Bureau of Land Management Contact: Tom Gorey
For immediate release: Thursday, Feb. 5, 2009 (202-452-5137)
National Wild Horse and Burro Advisory Board to Meet in Reno in March;
BLM Announces Three Appointments to Board
The Bureau of Land Management’s National Wild Horse and Burro Advisory Board will meet in Reno on Monday, March 2, 2009, to discuss issues relating to the management, protection, and control of wild horses and burros on Western public rangelands. The one-day meeting will take place from 8 a.m. to 5 p.m., local time, at the Silver Legacy Resort Casino’s Reno Ballroom, 50 East Fourth Street, Reno, Nevada 89501. (The hotel phone number is 1-775-329-4777.) The agenda of the meeting can be found in the February 3, 2009, Federal Register on page 5941.
The Advisory Board provides input and advice to the BLM as it carries out its responsibilities under the 1971 Wild Free-Roaming Horses and Burros Act.

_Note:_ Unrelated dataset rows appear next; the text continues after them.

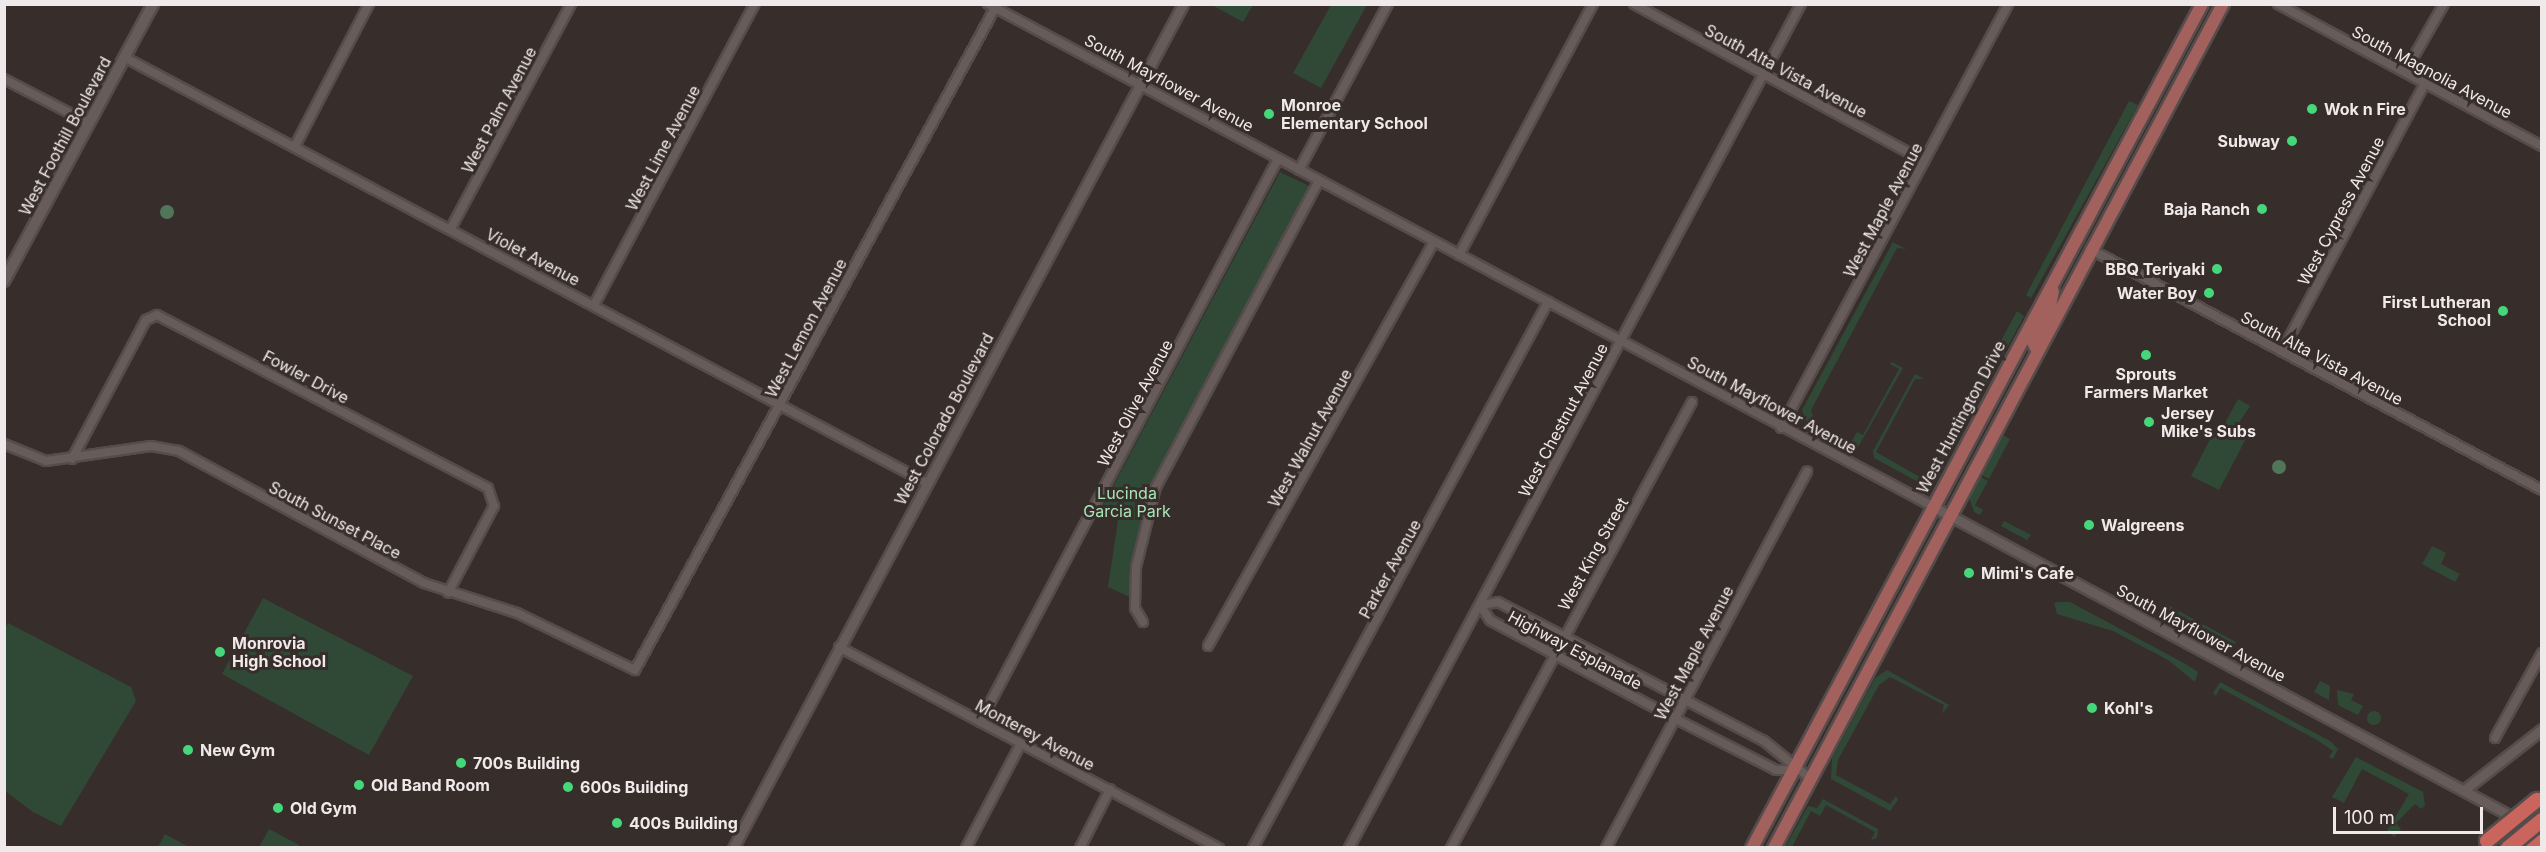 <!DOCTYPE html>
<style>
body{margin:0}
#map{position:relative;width:2546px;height:852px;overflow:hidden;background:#372d2b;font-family:Inter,sans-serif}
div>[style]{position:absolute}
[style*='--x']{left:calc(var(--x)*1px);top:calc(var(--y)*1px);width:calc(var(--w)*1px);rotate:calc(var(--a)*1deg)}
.green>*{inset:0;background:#304936}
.round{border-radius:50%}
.water>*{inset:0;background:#517559}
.roads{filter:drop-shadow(2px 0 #554c4b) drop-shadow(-2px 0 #554c4b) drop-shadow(0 2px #554c4b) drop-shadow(0 -2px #554c4b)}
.minor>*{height:8px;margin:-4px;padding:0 4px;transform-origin:4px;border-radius:4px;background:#675c5a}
.tertiary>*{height:9px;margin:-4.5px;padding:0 4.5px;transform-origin:4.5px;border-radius:4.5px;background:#675c5a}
.secondary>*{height:10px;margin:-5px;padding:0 5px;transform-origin:5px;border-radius:5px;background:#675c5a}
.primary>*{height:12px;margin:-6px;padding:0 6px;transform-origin:6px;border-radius:6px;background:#a2615c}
.motorway>*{height:14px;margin:-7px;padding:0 7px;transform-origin:7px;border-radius:7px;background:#c9655d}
.bridges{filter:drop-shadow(2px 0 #554c4b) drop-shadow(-2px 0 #554c4b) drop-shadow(0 2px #554c4b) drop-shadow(0 -2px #554c4b)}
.motorway-bridge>*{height:14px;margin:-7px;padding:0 7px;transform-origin:7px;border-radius:7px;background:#c9655d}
.dots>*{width:16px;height:16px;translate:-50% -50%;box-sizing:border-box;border:3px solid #372d2b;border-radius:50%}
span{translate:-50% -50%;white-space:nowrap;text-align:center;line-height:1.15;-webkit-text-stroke:6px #372d2b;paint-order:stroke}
.street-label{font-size:16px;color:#f0e9e9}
.poi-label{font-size:16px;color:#f0e9e9;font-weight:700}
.left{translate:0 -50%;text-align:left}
.right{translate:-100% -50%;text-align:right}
.park-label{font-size:16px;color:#a8e5b6}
.frame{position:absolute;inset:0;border:6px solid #f0e9e9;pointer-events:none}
.scale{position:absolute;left:2333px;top:807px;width:150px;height:27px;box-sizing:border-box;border:3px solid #f0e9e9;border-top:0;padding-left:8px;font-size:18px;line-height:21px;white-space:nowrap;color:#f0e9e9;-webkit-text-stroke:4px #372d2b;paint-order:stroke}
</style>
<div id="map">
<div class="green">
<i style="clip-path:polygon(1212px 5px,1253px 5px,1243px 22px)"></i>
<i style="clip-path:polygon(1331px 5px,1367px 5px,1321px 88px,1293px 73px)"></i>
<i style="clip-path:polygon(2129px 101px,2138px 105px,2031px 298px,2026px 295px)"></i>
<i style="clip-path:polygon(1280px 172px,1309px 186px,1154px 486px,1138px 542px,1132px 598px,1108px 587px,1118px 521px,1100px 511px)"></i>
<i style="clip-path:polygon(1893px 242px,1906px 249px,1897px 248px,1811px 410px,1815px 422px,1852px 441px,1857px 432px,1863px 435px,1899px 369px,1890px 364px,1892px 362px,1903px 368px,1857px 449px,1807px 423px,1802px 410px)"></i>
<i style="clip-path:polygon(2017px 311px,2024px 316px,1937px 480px,1922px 484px,1874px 458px,1873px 451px,1915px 374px,1924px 379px,1915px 379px,1876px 452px,1918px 476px,1929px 475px)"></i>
<i style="clip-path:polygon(2238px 399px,2250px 406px,2237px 426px,2249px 433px,2219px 490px,2191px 476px,2219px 422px,2224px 425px)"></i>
<i style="clip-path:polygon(2003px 435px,2010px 439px,1989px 479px,1982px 475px)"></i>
<i style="clip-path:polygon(1981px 477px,1988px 481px,1975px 505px,1983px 510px,1980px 515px,1974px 512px,1969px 497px)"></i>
<i style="clip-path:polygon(2004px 521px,2031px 535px,2027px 540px,2001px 526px)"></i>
<i style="clip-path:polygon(2432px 546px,2446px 553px,2441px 564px,2460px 574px,2455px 582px,2422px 564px)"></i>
<i style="clip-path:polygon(263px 598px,413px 676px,369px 755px,222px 674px)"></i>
<i style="clip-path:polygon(2059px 602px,2070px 602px,2184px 663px,2198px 672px,2195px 682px,2168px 660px,2113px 631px,2057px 614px,2054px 603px)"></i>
<i style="clip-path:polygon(2166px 604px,2236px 642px,2232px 650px,2161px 612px)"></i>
<i style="clip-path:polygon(8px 623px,131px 687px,136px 701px,61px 826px,33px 812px,5px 791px,4px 630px)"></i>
<i style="clip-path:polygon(1887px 670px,1949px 705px,1942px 714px,1944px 705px,1890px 677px,1879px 685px,1838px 760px,1836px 775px,1890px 804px,1896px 796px,1898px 800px,1890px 811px,1831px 779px,1832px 758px,1875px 678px)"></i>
<i style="clip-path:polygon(2320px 681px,2330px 686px,2329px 700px,2314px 692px)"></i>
<i style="clip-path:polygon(2220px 682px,2330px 741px,2338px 749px,2333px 759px,2329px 757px,2333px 751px,2317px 740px,2220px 688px,2216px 696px,2213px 693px)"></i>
<i style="clip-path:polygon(2337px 690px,2354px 694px,2351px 700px,2363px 706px,2358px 715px,2338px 705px)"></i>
<i class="round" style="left:2367px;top:711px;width:14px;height:14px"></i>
<i style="clip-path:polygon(2356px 757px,2423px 792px,2425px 805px,2421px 809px,2415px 804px,2396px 823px,2401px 829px,2394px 837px,2387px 831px,2409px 794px,2362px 769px,2344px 803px,2332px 797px)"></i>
<i style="clip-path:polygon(1823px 799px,1878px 829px,1877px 838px,1871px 840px,1875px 832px,1826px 805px,1820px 816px,1811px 811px,1792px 847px,1785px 847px,1808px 806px,1817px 808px)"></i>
<i style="clip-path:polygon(269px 829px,299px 845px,298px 847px,259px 847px)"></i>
<i style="clip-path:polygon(165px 834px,189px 847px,158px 847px)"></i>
</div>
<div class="water">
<i class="round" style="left:160px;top:205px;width:14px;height:14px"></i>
<i class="round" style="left:2272px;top:460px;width:14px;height:14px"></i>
</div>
<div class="roads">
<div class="minor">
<i style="--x:988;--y:4;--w:1069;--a:28"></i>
<i style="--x:1634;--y:4;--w:330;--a:28.4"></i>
<i style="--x:2278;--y:4;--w:300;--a:28.3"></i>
<i style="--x:124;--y:57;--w:909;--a:27.95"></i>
<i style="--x:2405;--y:72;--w:78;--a:-60.2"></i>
<i style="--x:4;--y:79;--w:96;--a:27.4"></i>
<i style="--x:295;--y:146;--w:160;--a:-62.5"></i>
<i style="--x:1299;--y:170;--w:188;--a:-61.8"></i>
<i style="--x:451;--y:228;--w:254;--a:-61.8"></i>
<i style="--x:2090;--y:249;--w:512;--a:28.07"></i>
<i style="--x:1459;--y:255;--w:285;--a:-61.9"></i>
<i style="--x:594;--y:305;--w:341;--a:-61.9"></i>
<i style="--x:2282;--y:351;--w:304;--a:-61.9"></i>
<i style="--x:1781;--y:428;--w:481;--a:-61.8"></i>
<i style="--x:4;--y:444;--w:45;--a:22"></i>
<i style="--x:46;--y:461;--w:106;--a:-8.1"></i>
<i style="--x:151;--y:446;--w:28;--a:10"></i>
<i style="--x:179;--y:451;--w:278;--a:28.3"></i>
<i style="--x:424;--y:583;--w:98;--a:17.9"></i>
<i style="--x:517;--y:613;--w:131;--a:25.8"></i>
<i style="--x:635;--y:670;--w:754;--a:-61.46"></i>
<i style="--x:72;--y:459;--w:157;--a:-62"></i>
<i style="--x:146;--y:320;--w:12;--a:-24"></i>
<i style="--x:157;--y:315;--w:373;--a:27.6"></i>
<i style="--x:488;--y:488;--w:19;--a:72"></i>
<i style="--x:494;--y:506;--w:98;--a:117.9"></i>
<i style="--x:1143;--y:622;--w:16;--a:-120"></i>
<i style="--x:1135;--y:608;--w:41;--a:-88.6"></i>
<i style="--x:1136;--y:567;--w:82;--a:-76"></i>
<i style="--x:1156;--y:487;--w:347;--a:-62"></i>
<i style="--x:1208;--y:646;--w:463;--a:-60.8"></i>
<i style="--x:839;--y:647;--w:430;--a:27.9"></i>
<i style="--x:980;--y:722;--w:637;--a:-62.11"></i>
<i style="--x:2495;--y:738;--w:97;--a:-61.1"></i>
<i style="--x:1795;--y:770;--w:19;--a:180"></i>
<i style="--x:1776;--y:770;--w:114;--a:-153"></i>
<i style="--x:1674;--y:718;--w:208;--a:-152"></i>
<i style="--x:1490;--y:620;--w:18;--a:-124"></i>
<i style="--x:1480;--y:605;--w:18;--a:-9"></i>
<i style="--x:1498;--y:602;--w:300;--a:27.6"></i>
<i style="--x:1764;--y:741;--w:60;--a:39"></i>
<i style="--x:966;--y:848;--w:116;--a:-62.3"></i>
<i style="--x:1080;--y:848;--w:66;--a:-63"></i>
<i style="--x:1253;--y:848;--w:621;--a:-61.62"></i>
<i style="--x:1349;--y:848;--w:957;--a:-61.83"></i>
<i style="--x:1451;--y:848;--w:507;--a:-61.62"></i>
<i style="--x:1606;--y:848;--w:427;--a:-61.9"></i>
</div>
<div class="tertiary">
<i style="--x:1932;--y:506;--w:686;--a:28.17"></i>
<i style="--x:2464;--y:790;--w:99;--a:-38"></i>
<i style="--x:733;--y:848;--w:956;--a:-61.93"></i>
</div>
<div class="secondary">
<i style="--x:4;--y:281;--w:315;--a:-61.7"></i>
</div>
<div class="primary">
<i style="--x:2037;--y:350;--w:11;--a:-117"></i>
<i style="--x:2032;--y:340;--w:38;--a:-62"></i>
<i style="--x:2050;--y:306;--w:15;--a:-79"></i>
<i style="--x:1752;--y:848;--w:956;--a:-61.93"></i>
<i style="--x:1774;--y:848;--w:956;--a:-61.99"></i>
</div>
<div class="motorway">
<i style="--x:2527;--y:848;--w:19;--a:-39"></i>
</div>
</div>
<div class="bridges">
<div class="motorway-bridge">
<i style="--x:2487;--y:841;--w:65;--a:-39.4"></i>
<i style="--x:2508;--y:848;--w:44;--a:-39.5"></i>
</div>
</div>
<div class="dots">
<i style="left:2312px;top:109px;background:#45d77a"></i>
<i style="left:1269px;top:114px;background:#45d77a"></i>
<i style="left:2292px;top:141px;background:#45d77a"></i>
<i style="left:2262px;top:209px;background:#45d77a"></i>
<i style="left:2217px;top:269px;background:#45d77a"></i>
<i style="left:2209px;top:293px;background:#45d77a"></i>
<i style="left:2503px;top:311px;background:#45d77a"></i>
<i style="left:2146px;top:355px;background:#45d77a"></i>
<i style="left:2149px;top:422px;background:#45d77a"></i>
<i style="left:2089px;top:525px;background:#45d77a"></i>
<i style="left:1969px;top:573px;background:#45d77a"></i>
<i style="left:220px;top:652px;background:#45d77a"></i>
<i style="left:2092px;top:708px;background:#45d77a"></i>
<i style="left:188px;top:750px;background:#45d77a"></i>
<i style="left:461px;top:763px;background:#45d77a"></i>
<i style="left:359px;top:785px;background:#45d77a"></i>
<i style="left:568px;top:787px;background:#45d77a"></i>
<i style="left:278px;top:808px;background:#45d77a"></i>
<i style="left:617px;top:823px;background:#45d77a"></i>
</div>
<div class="street-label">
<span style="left:1786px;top:71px;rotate:28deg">South Alta Vista Avenue</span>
<span style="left:2432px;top:72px;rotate:28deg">South Magnolia Avenue</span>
<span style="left:1169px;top:83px;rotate:28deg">South Mayflower Avenue</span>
<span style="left:499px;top:110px;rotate:-62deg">West Palm Avenue</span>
<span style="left:65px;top:136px;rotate:-62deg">West Foothill Boulevard</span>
<span style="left:663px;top:148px;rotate:-62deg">West Lime Avenue</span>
<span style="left:1883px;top:210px;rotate:-62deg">West Maple Avenue</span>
<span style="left:2341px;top:211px;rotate:-62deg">West Cypress Avenue</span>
<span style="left:533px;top:257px;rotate:28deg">Violet Avenue</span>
<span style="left:806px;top:328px;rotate:-62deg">West Lemon Avenue</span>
<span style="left:2322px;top:358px;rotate:28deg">South Alta Vista Avenue</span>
<span style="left:306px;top:377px;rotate:28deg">Fowler Drive</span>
<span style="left:1135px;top:403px;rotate:-62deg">West Olive Avenue</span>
<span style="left:1772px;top:405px;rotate:28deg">South Mayflower Avenue</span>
<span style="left:1961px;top:417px;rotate:-62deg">West Huntington Drive</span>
<span style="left:944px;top:419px;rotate:-62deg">West Colorado Boulevard</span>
<span style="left:1563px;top:420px;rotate:-62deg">West Chestnut Avenue</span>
<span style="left:1310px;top:438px;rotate:-61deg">West Walnut Avenue</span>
<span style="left:335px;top:520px;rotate:28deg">South Sunset Place</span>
<span style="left:1593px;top:554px;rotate:-61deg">West King Street</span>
<span style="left:1390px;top:569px;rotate:-61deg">Parker Avenue</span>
<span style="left:2201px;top:633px;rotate:28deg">South Mayflower Avenue</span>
<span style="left:1575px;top:650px;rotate:28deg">Highway Esplanade</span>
<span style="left:1694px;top:653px;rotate:-62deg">West Maple Avenue</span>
<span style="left:1035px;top:735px;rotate:28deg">Monterey Avenue</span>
</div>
<div class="poi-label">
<span class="left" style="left:1281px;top:114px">Monroe<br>Elementary School</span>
<span class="left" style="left:2324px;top:109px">Wok n Fire</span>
<span class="right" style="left:2280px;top:141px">Subway</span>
<span class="right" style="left:2250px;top:209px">Baja Ranch</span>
<span class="right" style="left:2205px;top:269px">BBQ Teriyaki</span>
<span class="right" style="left:2197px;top:293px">Water Boy</span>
<span class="right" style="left:2491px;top:311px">First Lutheran<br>School</span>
<span style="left:2146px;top:383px">Sprouts<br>Farmers Market</span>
<span class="left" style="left:2161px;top:422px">Jersey<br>Mike's Subs</span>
<span class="left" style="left:2101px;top:525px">Walgreens</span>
<span class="left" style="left:1981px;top:573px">Mimi's Cafe</span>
<span class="left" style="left:232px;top:652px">Monrovia<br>High School</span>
<span class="left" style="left:2104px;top:708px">Kohl's</span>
<span class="left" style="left:200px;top:750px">New Gym</span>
<span class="left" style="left:473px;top:763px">700s Building</span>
<span class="left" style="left:371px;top:785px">Old Band Room</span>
<span class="left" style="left:580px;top:787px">600s Building</span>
<span class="left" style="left:290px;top:808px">Old Gym</span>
<span class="left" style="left:629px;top:823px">400s Building</span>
</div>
<div class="park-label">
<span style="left:1127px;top:502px">Lucinda<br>Garcia Park</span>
</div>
<div class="frame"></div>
<div class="scale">100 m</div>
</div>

The law mandates the protection, management, and control of these free-roaming animals in a manner that ensures healthy herds at levels consistent with the land’s capacity to support them. The BLM manages about 33,000 wild horses and burros that roam BLM-managed rangelands in 10 Western states.
The public may address the Advisory Board at the March 2 meeting at an appropriate point in the agenda, which is expected to be about 3 p.m., local time. Individuals who want to make a statement should register with the BLM by noon on the day of the meeting at the meeting site. Depending on the number of speakers, the Board may limit the length of presentations, set at three minutes for previous meetings.
Speakers must submit a written copy of their statement to the BLM at the meeting; those who would like to comment but are unable to attend may submit a written statement no later than February 25, 2009, to: Bureau of Land Management, National Wild Horse and Burro Program, WO-260, Attention: Ramona DeLorme, 1340 Financial Boulevard, Reno, Nevada, 89502-7147. Comments may also be e-mailed to: Ramona_DeLorme@blm.gov. Those submitting comments electronically should include the identifier "WH&B" in the subject of their message and their name and address in the body of the message. For additional information regarding the meeting, please contact Ramona DeLorme, Wild Horse and Burro Administrative Assistant, at 775-861-6583. Individuals who use a telecommunications device for the deaf (TDD) may reach Ms. DeLorme at any time by calling the Federal Information Relay Service at 1-800-877-8339.
The BLM also announced that Robin Lohnes, Executive Director of the Washington, D.C.-based American Horse Protection Association, has been re-appointed to the nine-member Advisory Board in the category of wild horse and burro advocacy. Dr. Boyd M. Spratling, a veterinarian from Deeth, Nevada, has been reappointed to the Board in the category of veterinary medicine. New to the Board is Janet M. Jankura of Richfield, Ohio, who will represent the category of public interest.
Advisory Board members serve three-year terms, on a staggered-term basis, with one-third of the Board subject to appointment each year. The Board meets at least two times a year and the BLM Director may call additional meetings when necessary. Members serve without salary, but are reimbursed for travel and per diem expenses according to government travel regulations. In accordance with Section 7 of the Wild Free-Roaming Horses and Burros Act of 1971, Federal and state government employees are not eligible to serve on the board.
The BLM manages more land – 256 million acres – than any other Federal agency. This land, known as the National System of Public Lands, is primarily located in 12 Western states, including Alaska. The Bureau, with a budget of about $1 billion, also administers 700 million acres of sub-surface mineral estate throughout the nation. The BLM’s multiple-use mission is to sustain the health and productivity of the public lands for the use and enjoyment of present and future generations. The Bureau accomplishes this by managing such activities as outdoor recreation, livestock grazing, mineral development, and energy production, and by conserving natural, historical, cultural, and other resources on public lands.